She had been offered the choice of leaving the country or remaining behind bars with further prison terms. 

On Monday, Kolesnikova was detained in the capital of Minsk along with two other council members.

They were driven early on Tuesday morning to the border, where authorities told them to cross into Ukraine. 

When they arrived in a no-man’s land between the countries, Kolesnikova ripped her passport into small pieces to make it impossible for the authorities to expel her. She remained in custody on the Belarusian side of the border after the incident.

Border police said that Kolesnikova was arrested at a crossing between Belarus and Ukraine (the approximate journey is shown on a map) 

Two other council members who crossed into Ukraine, Ivan Kravtsov and Anton Rodnenkov, described Kolesnikova’s action with open admiration.

‘She was shouting that she won’t go anywhere,’ Rodnenkov said at a news conference in Kyiv. 

‘Sitting in the car, she saw her passport on a front seat and tore it into many small fragments, crumpled them and threw them out of the window. After that, she opened the back door and walked back to the Belarusian border.’

He said that ‘Maria is in great shape, full of energy and spirits, as always.’

Anton Bychkovsky, spokesman for Belarus’ Border Guard Committee, confirmed she is in the custody of Belarusian authorities but refused to give any details of what happened on the border.

Border police made the extraordinary claim that Kolesnikova was ‘pushed out’ of a speeding BMW as it raced to escape the guards. 

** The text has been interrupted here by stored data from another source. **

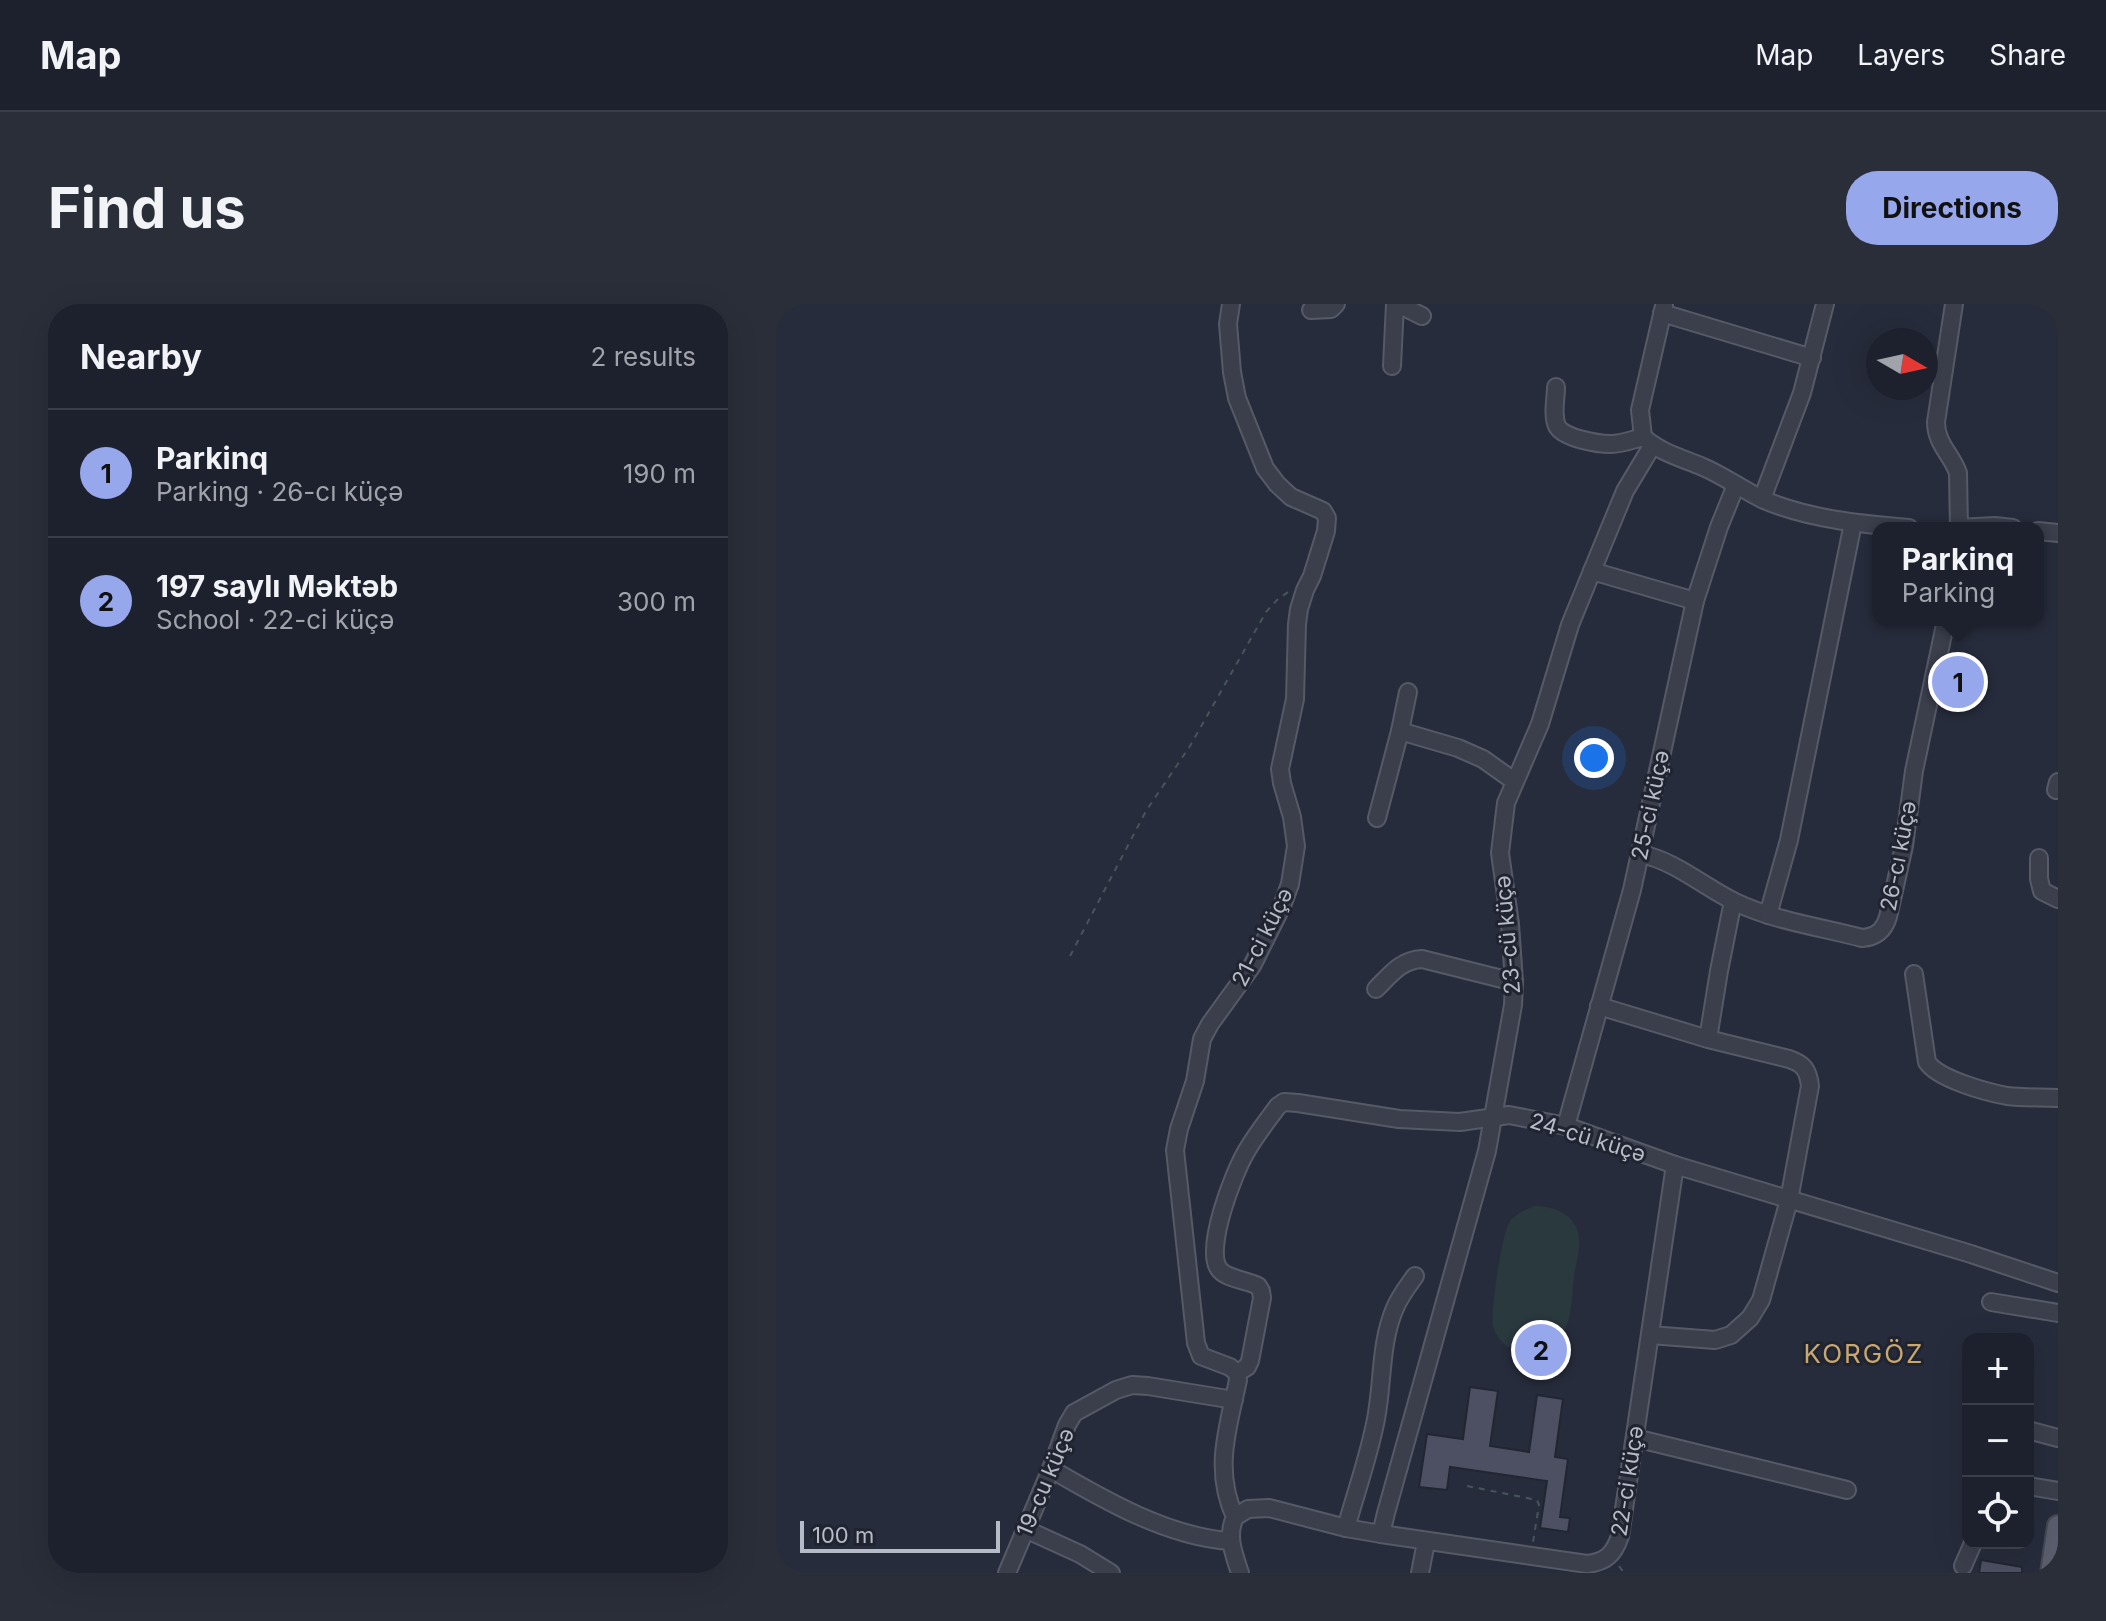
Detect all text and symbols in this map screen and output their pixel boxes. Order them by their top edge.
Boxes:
text: Map [40,32,121,78]
text: Map [1755,38,1813,72]
text: Layers [1857,38,1945,72]
text: Share [1989,38,2066,72]
button: Directions [1846,171,2058,245]
text: Find us [48,174,246,242]
north arrow [1866,328,1938,400]
text: Nearby [80,336,202,377]
text: 2 results [591,341,696,372]
text: Parkinq [156,440,268,476]
text: 1 [100,458,112,489]
text: 190 m [623,458,696,489]
text: Parking · 26-cı küçə [156,476,403,507]
popup [1872,522,2044,626]
text: Parkinq [1902,541,2014,577]
text: 197 saylı Məktəb [156,568,398,604]
text: Parking [1902,577,1995,608]
text: 2 [98,586,114,617]
text: 300 m [617,586,696,617]
text: School · 22-ci küçə [156,604,394,635]
pin: 1 [1932,652,1984,712]
your location [1574,738,1614,778]
street label: 25-ci küçə [1626,748,1674,862]
street label: 26-cı küçə [1875,799,1921,913]
street label: 23-cü küçə [1489,874,1525,996]
street label: 21-ci küçə [1226,883,1298,991]
street label: 24-cü küçə [1527,1107,1649,1167]
pin: 2 [1515,1320,1567,1380]
map controls [1962,1333,2034,1549]
button: + [1962,1333,2034,1405]
district label: KORGÖZ [1804,1338,1924,1369]
button: − [1962,1405,2034,1477]
street label: 19-cu küçə [1011,1424,1079,1540]
street label: 22-ci küçə [1605,1424,1649,1538]
button: locate [1962,1477,2034,1549]
scale bar [800,1517,1000,1553]
text: 100 m [812,1522,874,1548]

Kolesnikova (right) backed Belarus opposition leader Svetlana Tikhanovskaya (left) who rejected Lukashenko’s claim to have won the August 9 election 

State investigators were also searching the headquarters of jailed opposition politician Viktor Babariko, a witness in Minsk said. 

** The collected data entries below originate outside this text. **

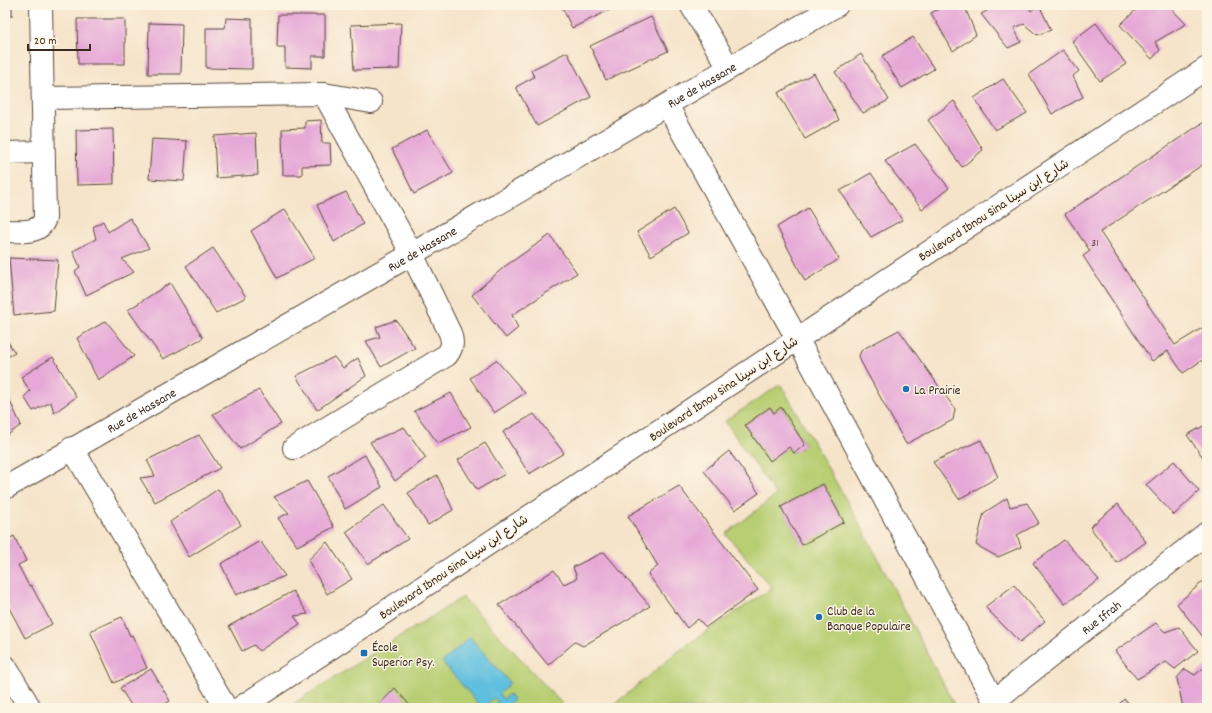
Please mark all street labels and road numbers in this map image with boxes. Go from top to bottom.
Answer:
street label: Rue de Hassane [665,59,741,114]
street label: Boulevard Ibnou Sina شارع ابن سينا [915,155,1073,267]
street label: Rue de Hassane [385,223,461,278]
street label: Boulevard Ibnou Sina شارع ابن سينا [646,333,803,447]
street label: Rue de Hassane [104,384,181,439]
street label: Boulevard Ibnou Sina شارع ابن سينا [376,511,533,625]
street label: Rue Ifrah [1078,597,1126,641]

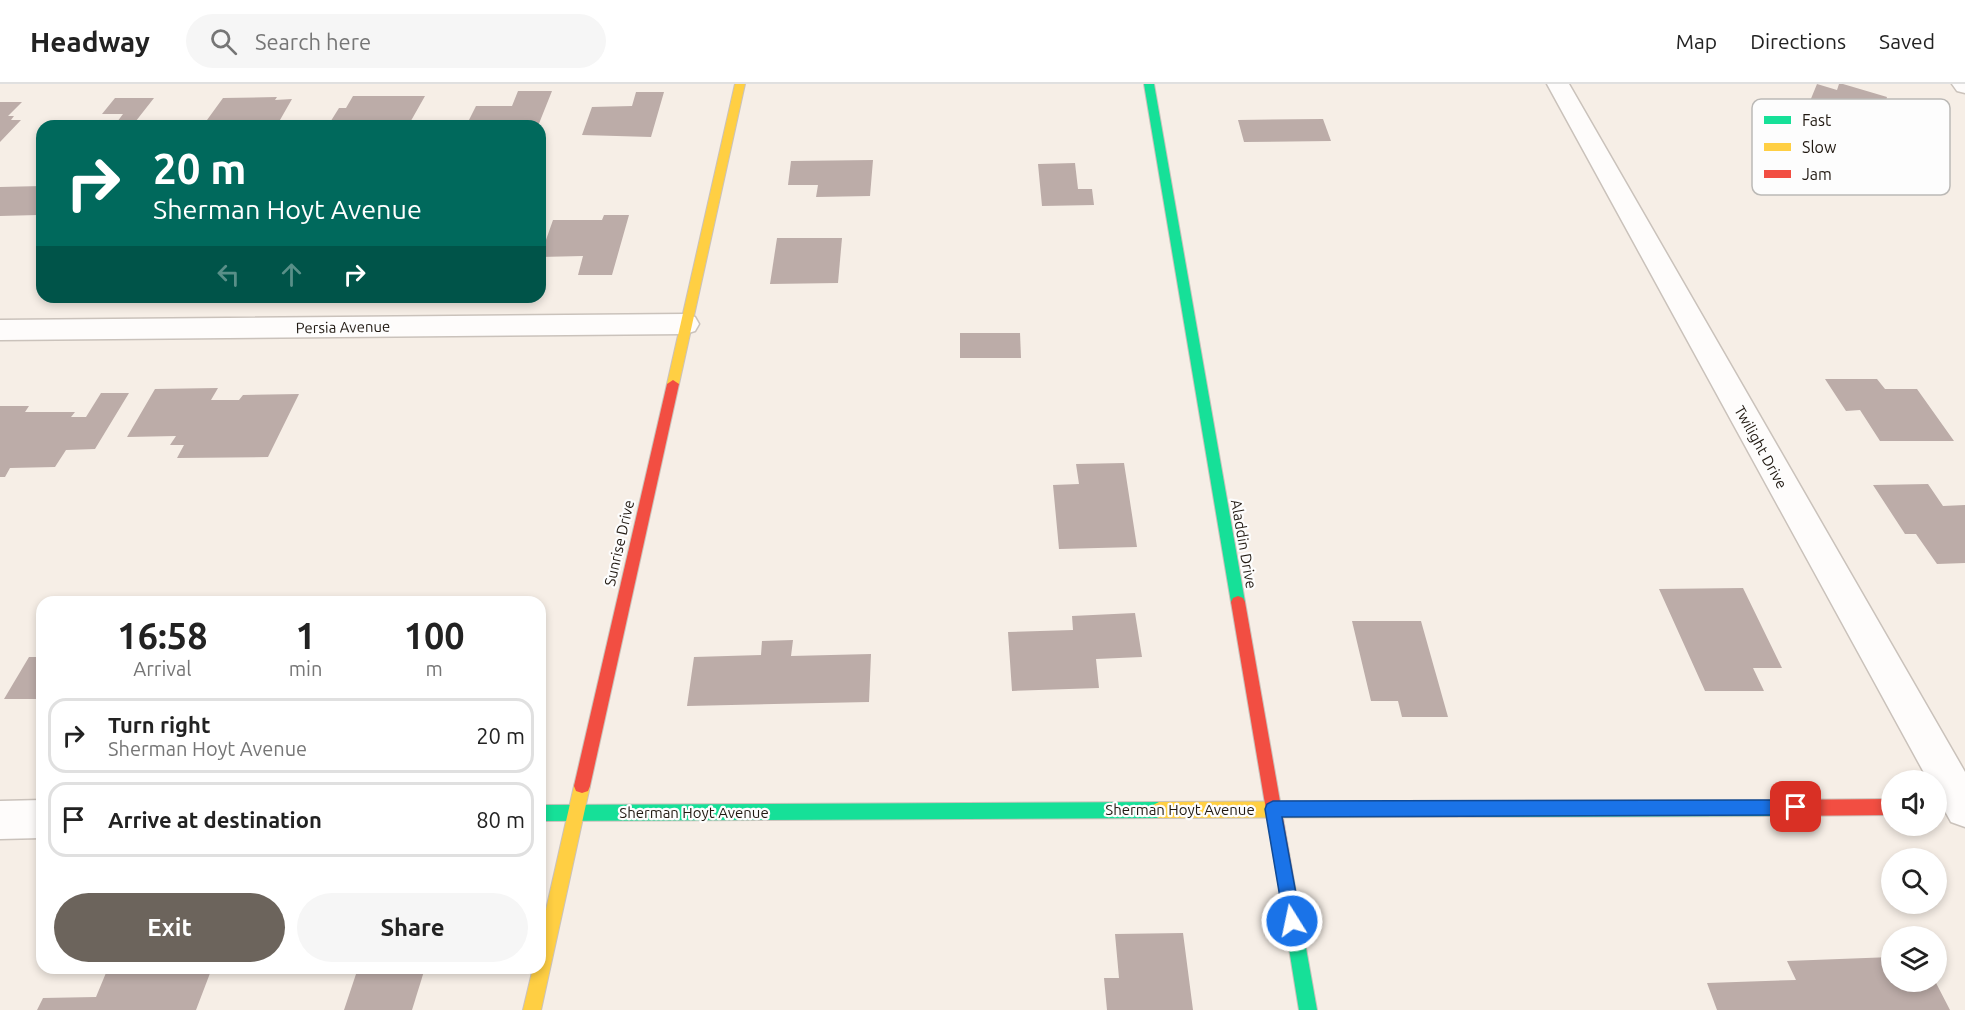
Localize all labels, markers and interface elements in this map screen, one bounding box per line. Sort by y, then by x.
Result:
search box [186,14,606,68]
icon: search [207,25,240,58]
text: Headway [30,26,150,57]
text: Search here [255,29,371,54]
text: Map [1676,29,1717,53]
text: Directions [1750,29,1846,53]
text: Saved [1879,29,1935,53]
legend [1752,99,1950,195]
text: Fast [1802,111,1832,129]
text: Slow [1802,138,1837,156]
icon: right [54,144,132,222]
text: 20 m [153,145,247,192]
text: Jam [1802,165,1832,183]
text: Sherman Hoyt Avenue [153,194,422,224]
icon: left [212,258,245,291]
icon: ahead [275,258,308,291]
icon: right [338,258,371,291]
street label: Persia Avenue [296,318,390,336]
street label: Twilight Drive [1731,403,1791,491]
street label: Sunrise Drive [601,498,637,588]
street label: Aladdin Drive [1228,498,1260,590]
text: 16:58 [117,615,207,656]
text: 1 [295,615,316,656]
text: 100 [404,615,465,656]
text: Arrival [133,657,192,680]
text: min [289,657,322,680]
text: m [426,657,443,680]
text: Turn right [108,712,210,737]
icon: right [57,719,90,752]
text: 20 m [476,723,525,748]
text: Sherman Hoyt Avenue [108,737,307,760]
map controls [1881,770,1947,992]
button: sound [1881,770,1947,836]
pin [1770,781,1821,832]
icon: arrive [1779,790,1812,823]
street label: Sherman Hoyt Avenue [1105,801,1255,818]
icon: arrive [57,803,90,836]
street label: Sherman Hoyt Avenue [619,804,769,821]
text: Arrive at destination [108,807,322,832]
text: 80 m [476,807,525,832]
button: search [1881,848,1947,914]
position arrow [1260,889,1324,953]
button: Exit [54,893,285,962]
button: Share [297,893,528,962]
button: layers [1881,926,1947,992]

The Coordination Council was set up to ensure a peaceful transfer of power after main opposition candidate Svetlana Tikhanovskaya rejected Lukashenko’s claim to have been re-elected to a sixth term in the August election.

The disputed election has sparked the biggest anti-government demonstrations of Lukashenko’s 26-year rule, with tens of thousands taking to the streets for weeks to demand he resign.

Lukashenko’s security services have hit back with waves of arrests, deadly violence against protesters and a campaign of intimidation and expulsion against opposition leaders.

The disputed election has led to mass protests in Minsk, pictured here on Sunday with people waving opposition flags 

The 66-year-old former state farm director has rejected criticism from the United States and the European Union, which said the election was neither free nor fair and shrugged off their demands to open a dialogue with the opposition.

In Washington, Secretary of State Mike Pompeo said in a statement the US and its allies are considering additional sanctions targeted at Belarus, and he expressed concern about the attempt expulsion of Kalesnikava.

‘We commend the courage of Ms. Kolesnikova and of the Belarusian people in peacefully asserting their right to pick their leaders in free and fair elections in the face of unjustified violence and repression by the Belarusian authorities, which included brazen beatings of peaceful marchers in broad daylight and hundreds of detentions September 6, as well as increasing reports of abductions,’ Pompeo said.

Sviatlana Tsikhanouskaya, the main opposition challenger to Lukashenko, left for Lithuania a day after the election under pressure from authorities.

Addressing the Council of Europe’s Parliamentary Assembly on Tuesday, Tsikhanuskaya called for international sanctions against Lukashenko and other government officials.

‘We need international pressure on this regime, on this one individual, desperately clinging onto power,’ she said.

Tsikhanouskaya stated that Lukashenko doesn’t have any legitimacy after stealing the vote, warning other countries against deals with the Belarusian government.

‘He does not represent Belarus anymore,’ she said.

In separate comments about the attempt to expel Kolesnikova, Tsikhanouskaya praised her as a ‘real hero,’ and said that ‘such actions are incapable of breaking the will of the people or their desire to change their country’s future.’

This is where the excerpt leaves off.